Disclaimer: I cannot guarantee that I have implemented the universal metric proposed by the SuperMemo team with 100% accuracy, as they have not released their evaluation code. My implementation is based solely on their documentation.

Note: The Universal Metric in a cross-comparison setting has a theoretical vulnerability to gaming if a model has access to all other models' predictions. Since bins are constructed based on the referee algorithm's predictions, an adversarial model could track these bins and craft predictions to minimize its Universal Metric scores across all comparisons. This is similar to the RMSE (bins) exploit. However, this vulnerability is not a practical concern for this benchmark because:

  1. All code and data are open-source and transparent
  2. We use multiple complementary metrics (Log Loss, AUC, RMSE) to validate results
  3. Gaming attempts would be easily detectable in the community review process

Adversarial baseline

To demonstrate the issue concretely we include an ADVERSARIAL model in the benchmark results. The attacker observes every referee's probability for the current review, uses the AVG model as an estimate of P(y=1), and then evaluates 11 candidate predictions in [0, 1]. For each candidate it projects how every referee's Universal Metric would change if the next outcome were 0 or 1, and chooses the probability that minimises the expected UM. Because the prediction is made before the true label is revealed, the attacker remains causal (no future information is used) yet still drives its UM scores toward zero against every referee.

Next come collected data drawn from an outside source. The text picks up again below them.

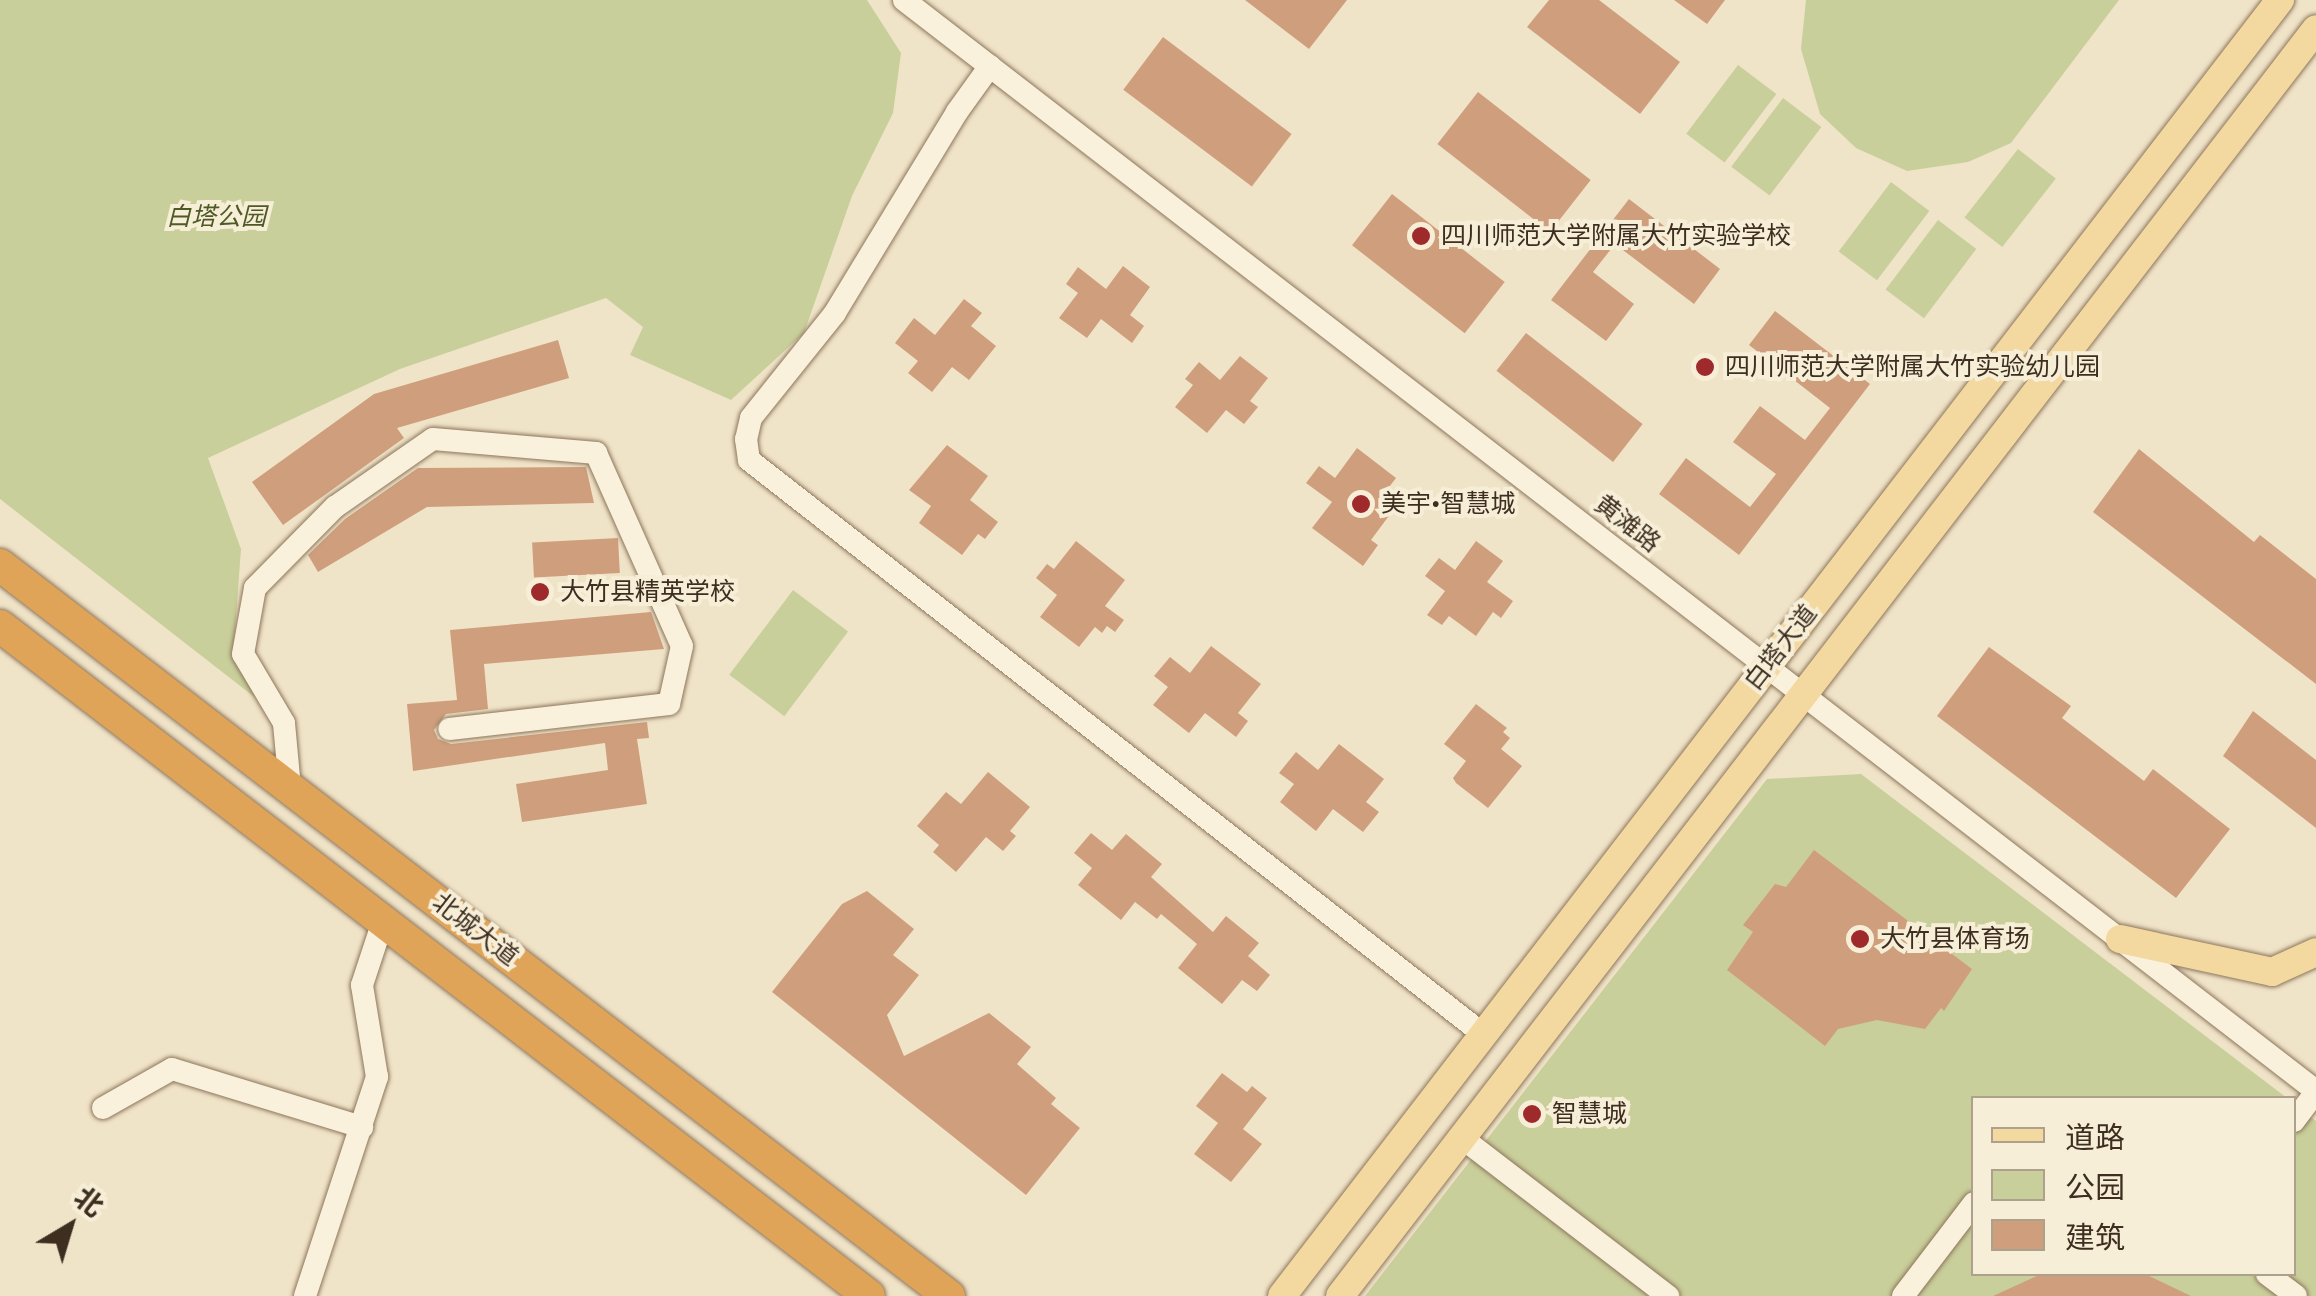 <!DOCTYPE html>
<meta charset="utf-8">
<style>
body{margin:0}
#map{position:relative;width:2316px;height:1296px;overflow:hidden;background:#f0e4c8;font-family:Bitter,"Noto Sans SC",serif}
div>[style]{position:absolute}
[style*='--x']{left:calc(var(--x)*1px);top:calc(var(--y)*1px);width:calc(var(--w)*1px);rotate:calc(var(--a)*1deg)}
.green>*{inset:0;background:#c9cf9b;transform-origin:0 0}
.building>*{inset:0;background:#cf9f7d;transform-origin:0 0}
.roads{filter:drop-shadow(0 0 2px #8d765c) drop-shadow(0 0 2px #8d765c)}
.minor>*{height:22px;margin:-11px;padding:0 11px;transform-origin:11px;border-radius:11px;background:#faf1dc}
.major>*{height:28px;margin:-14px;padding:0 14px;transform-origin:14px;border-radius:14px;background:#f3d9a0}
.highway>*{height:32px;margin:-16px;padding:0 16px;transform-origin:16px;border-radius:16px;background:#e0a458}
.dots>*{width:28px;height:28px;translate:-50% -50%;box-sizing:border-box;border:5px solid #f7eed8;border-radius:50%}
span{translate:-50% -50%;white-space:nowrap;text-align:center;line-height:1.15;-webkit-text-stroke:8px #f7eed8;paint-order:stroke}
.park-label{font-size:25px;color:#4d5a26;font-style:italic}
.poi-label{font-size:25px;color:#3d2e20}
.left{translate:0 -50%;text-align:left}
.street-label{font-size:25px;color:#3d2e20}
.legend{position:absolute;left:1971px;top:1096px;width:325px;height:180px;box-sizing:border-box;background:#f7eed8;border:2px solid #ada18e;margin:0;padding:12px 18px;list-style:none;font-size:30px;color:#3d2e20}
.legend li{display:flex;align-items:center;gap:20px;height:50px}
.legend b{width:50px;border:2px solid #ada18e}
.north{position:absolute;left:20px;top:1176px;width:100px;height:100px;-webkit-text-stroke:8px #f7eed8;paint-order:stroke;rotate:38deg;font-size:28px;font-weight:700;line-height:40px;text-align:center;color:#3d2e20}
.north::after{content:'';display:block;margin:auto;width:35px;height:45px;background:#3d2e20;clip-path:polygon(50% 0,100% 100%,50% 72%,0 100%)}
</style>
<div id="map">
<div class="green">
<i style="clip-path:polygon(0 0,867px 0,901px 53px,893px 113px,852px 196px,804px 333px,731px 400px,630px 355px,643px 327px,606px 298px,400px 369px,208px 458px,241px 549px,234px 645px,266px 706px,0 499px)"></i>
<i style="clip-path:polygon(1806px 0,2119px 0,2011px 143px,1968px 162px,1907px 171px,1856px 148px,1820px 114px,1801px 49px)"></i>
<i style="left:1738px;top:65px;width:48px;height:86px;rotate:37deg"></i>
<i style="left:1783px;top:98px;width:48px;height:86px;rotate:37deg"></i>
<i style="left:2018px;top:149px;width:48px;height:87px;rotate:38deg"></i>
<i style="left:1891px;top:182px;width:48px;height:87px;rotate:37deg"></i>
<i style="left:1938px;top:220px;width:48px;height:87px;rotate:37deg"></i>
<i style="left:793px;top:590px;width:69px;height:106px;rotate:37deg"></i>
<i style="clip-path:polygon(1861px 774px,2287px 1098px,1974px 1098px,1974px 1274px,2294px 1274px,2294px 1104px,2316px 1121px,2316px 1296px,1365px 1296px,1767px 779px)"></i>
</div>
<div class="building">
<i style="clip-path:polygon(1245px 0,1347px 0,1309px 49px)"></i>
<i style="clip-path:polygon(1549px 0,1599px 0,1680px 62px,1640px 114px,1527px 27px)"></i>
<i style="clip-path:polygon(1674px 0,1725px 0,1707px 24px)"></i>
<i style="left:1163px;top:37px;width:161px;height:66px;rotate:37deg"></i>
<i style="left:1478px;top:92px;width:143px;height:66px;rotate:38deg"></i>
<i style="left:1392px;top:194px;width:143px;height:65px;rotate:38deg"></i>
<i style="clip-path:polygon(1629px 199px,1720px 269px,1694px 304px,1615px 244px,1593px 272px,1634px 304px,1606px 341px,1551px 300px)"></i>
<i style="clip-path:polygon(1123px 266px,1150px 287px,1130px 315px,1144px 326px,1132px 343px,1101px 319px,1087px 338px,1059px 318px,1078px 293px,1066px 284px,1078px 267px,1106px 289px)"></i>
<i style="clip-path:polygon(964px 299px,982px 313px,971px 326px,996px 346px,969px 380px,952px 367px,932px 392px,908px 373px,918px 361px,895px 343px,914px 318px,935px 335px)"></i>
<i style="clip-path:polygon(1775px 311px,1870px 384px,1739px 555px,1659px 494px,1686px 458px,1750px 507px,1776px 474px,1733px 442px,1760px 406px,1805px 440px,1830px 408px,1749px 345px)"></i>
<i style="left:1526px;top:333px;width:148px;height:48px;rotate:38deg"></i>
<i style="clip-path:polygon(558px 340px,569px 378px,397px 428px,404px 438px,283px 525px,252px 482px,374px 394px)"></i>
<i style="clip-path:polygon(1240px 356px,1268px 378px,1250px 401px,1258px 407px,1244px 424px,1226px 410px,1207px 433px,1175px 407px,1193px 385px,1185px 379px,1199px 362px,1220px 380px)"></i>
<i style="clip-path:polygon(947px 445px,988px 476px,970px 500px,998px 522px,985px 539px,978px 534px,962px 555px,919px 523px,931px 506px,909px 490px)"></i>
<i style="clip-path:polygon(1357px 448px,1396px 478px,1380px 499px,1394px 509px,1371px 540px,1378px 545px,1363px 566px,1312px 528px,1332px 502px,1306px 483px,1319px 466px,1335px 478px)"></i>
<i style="clip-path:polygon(2139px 449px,2254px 542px,2260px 535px,2316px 579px,2316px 684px,2093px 512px)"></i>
<i style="clip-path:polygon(586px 467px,594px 503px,427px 507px,318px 572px,308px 555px,345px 519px,418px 468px)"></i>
<i style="left:618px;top:538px;width:35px;height:86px;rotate:87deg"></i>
<i style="clip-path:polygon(1076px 541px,1125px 580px,1105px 606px,1124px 620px,1115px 632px,1107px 626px,1102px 633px,1095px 627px,1079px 647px,1040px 617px,1057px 595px,1036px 578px,1047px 564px,1054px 569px)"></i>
<i style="clip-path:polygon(1476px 541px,1503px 561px,1487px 582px,1513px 601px,1501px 618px,1493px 612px,1476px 636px,1449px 616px,1442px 625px,1427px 615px,1445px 591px,1425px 576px,1439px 558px,1455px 570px)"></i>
<i style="clip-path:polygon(651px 612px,664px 649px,484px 664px,488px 709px,446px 714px,434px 730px,438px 739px,451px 744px,647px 722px,649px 738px,637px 739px,647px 804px,522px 822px,516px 784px,608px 770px,605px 743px,413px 771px,407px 704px,457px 700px,450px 630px)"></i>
<i style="clip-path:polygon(1211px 646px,1261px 684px,1238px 713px,1248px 721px,1236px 737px,1205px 713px,1189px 733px,1153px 705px,1168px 687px,1154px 676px,1170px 657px,1190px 673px)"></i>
<i style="clip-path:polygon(1989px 647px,2071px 706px,2062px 718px,2144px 781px,2153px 769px,2230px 829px,2176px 898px,1937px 716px)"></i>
<i style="clip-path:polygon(1476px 704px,1507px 728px,1503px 732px,1510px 738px,1501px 749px,1522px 766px,1488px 808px,1456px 783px,1453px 778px,1466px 761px,1444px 744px)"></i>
<i style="clip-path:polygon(2253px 711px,2316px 760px,2316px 828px,2223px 756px)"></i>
<i style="clip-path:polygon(1339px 744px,1384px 779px,1366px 802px,1379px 812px,1363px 832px,1333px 809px,1316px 831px,1280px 802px,1294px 784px,1279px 773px,1296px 752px,1318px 770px)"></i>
<i style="clip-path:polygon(988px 772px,1030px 807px,1010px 831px,1016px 836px,1003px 851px,986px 837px,956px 872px,933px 852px,939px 845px,917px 826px,946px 792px,961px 804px)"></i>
<i style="clip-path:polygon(1091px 833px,1112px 850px,1126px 834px,1162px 864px,1151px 877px,1213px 932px,1226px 916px,1259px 943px,1248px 956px,1270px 975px,1257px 991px,1242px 980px,1222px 1004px,1178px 968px,1197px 944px,1161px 914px,1157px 919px,1135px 902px,1121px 920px,1078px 885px,1092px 868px,1074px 853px)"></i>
<i style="clip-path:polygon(1814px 850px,1972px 969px,1944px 1011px,1941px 1008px,1925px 1029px,1877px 1020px,1838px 1029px,1825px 1046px,1727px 970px,1753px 932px,1743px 925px,1775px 884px,1786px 887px)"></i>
<i style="clip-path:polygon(867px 891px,914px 929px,893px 955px,919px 975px,887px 1015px,904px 1056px,989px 1013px,1031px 1047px,1017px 1064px,1056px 1098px,1051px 1104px,1080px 1128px,1026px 1195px,772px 992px,842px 904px)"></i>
<i style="clip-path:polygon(1222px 1073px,1247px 1092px,1252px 1086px,1267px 1098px,1243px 1129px,1262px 1144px,1231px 1182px,1194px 1154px,1218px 1123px,1196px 1106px)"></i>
<i style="clip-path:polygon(2041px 1274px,2145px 1274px,2191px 1296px,1993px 1296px)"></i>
</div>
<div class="roads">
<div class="minor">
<i style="--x:904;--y:0;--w:1784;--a:37.69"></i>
<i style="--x:990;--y:66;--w:57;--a:125.7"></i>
<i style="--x:957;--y:112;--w:235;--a:121.3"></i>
<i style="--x:835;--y:313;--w:134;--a:128.7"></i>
<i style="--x:751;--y:418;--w:22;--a:103"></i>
<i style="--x:746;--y:439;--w:21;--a:82"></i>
<i style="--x:749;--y:460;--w:932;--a:38.03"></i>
<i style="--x:290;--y:788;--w:65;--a:-95.3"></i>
<i style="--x:284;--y:723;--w:80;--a:-120.7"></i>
<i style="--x:243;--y:654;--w:67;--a:-79.7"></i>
<i style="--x:255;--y:588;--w:114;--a:-45.4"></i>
<i style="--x:335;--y:507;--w:119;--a:-34.8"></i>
<i style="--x:433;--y:439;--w:164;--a:4.9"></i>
<i style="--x:596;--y:453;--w:211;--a:66"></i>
<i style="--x:682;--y:646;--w:59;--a:102.6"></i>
<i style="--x:669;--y:704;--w:221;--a:173.5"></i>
<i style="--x:103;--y:1108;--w:79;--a:-29.5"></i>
<i style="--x:172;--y:1069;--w:199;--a:17"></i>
<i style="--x:2294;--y:1121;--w:36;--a:-53"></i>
<i style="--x:1462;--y:1138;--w:260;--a:37.5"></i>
<i style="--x:2267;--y:1274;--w:36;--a:37"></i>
<i style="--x:305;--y:1296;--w:231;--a:-71.8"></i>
<i style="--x:377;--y:1077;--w:93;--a:-99.3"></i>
<i style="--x:362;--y:985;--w:67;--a:-71.8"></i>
<i style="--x:1903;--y:1296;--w:117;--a:-52.6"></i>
</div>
<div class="major">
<i style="--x:2120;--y:939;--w:156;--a:12.2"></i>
<i style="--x:2272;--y:972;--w:48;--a:-24.4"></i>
<i style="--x:1282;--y:1296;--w:1636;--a:-52.4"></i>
<i style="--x:1340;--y:1296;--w:1599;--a:-52.39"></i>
</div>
<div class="highway">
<i style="--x:0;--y:565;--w:1198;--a:37.61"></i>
<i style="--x:0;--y:626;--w:1097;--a:37.63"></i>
</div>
</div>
<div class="dots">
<i style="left:1421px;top:236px;background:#9e2a2b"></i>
<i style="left:1705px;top:367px;background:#9e2a2b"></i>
<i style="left:1361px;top:504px;background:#9e2a2b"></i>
<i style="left:540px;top:592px;background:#9e2a2b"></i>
<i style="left:1860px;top:939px;background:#9e2a2b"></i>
<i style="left:1532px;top:1114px;background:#9e2a2b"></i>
</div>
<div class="park-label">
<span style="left:216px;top:217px">白塔公园</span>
</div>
<div class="poi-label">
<span class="left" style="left:1441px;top:236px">四川师范大学附属大竹实验学校</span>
<span class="left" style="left:1725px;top:367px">四川师范大学附属大竹实验幼儿园</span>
<span class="left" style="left:1381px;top:504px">美宇•智慧城</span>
<span class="left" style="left:560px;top:592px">大竹县精英学校</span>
<span class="left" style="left:1880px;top:939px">大竹县体育场</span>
<span class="left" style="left:1552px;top:1114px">智慧城</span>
</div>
<div class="street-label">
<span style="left:1627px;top:524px;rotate:38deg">黄滩路</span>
<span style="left:1781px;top:648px;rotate:-52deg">白塔大道</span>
<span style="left:475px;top:930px;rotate:38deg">北城大道</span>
</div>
<ul class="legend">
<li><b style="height:12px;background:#f3d9a0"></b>道路</li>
<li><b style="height:28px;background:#c9cf9b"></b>公园</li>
<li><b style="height:28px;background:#cf9f7d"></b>建筑</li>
</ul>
<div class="north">北</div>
</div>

Traditional Machine Learning Metrics

We also use three traditional metrics in the SRS benchmark: Log Loss, AUC, and a custom RMSE that we call RMSE (bins).

  • Log Loss (also known as Binary Cross Entropy): used primarily in binary classification problems, Log Loss serves as a measure of the discrepancies between predicted probabilities of recall and review outcomes (1 or 0). It quantifies how well the algorithm approximates the true recall probabilities. Log Loss ranges from 0 to infinity, lower is better.
  • Root Mean Square Error in Bins (RMSE (bins)): this is a metric designed for use in the SRS benchmark. In this approach, predictions and review outcomes are grouped into bins based on three features: the interval length, the number of reviews, and the number of lapses. Within each bin, the squared difference between the average predicted probability of recall and the average recall rate is calculated. These values are then weighted according to the sample size in each bin, and then the final weighted root mean square error is calculated. This metric provides a nuanced understanding of algorithm performance across different probability ranges. For more details, you can read The Metric. RMSE (bins) ranges from 0 to 1, lower is better.
  • AUC (Area under the ROC Curve): this metric tells us how much the algorithm is capable of distinguishing between classes. AUC ranges from 0 to 1, however, in practice it's almost always greater than 0.5; higher is better.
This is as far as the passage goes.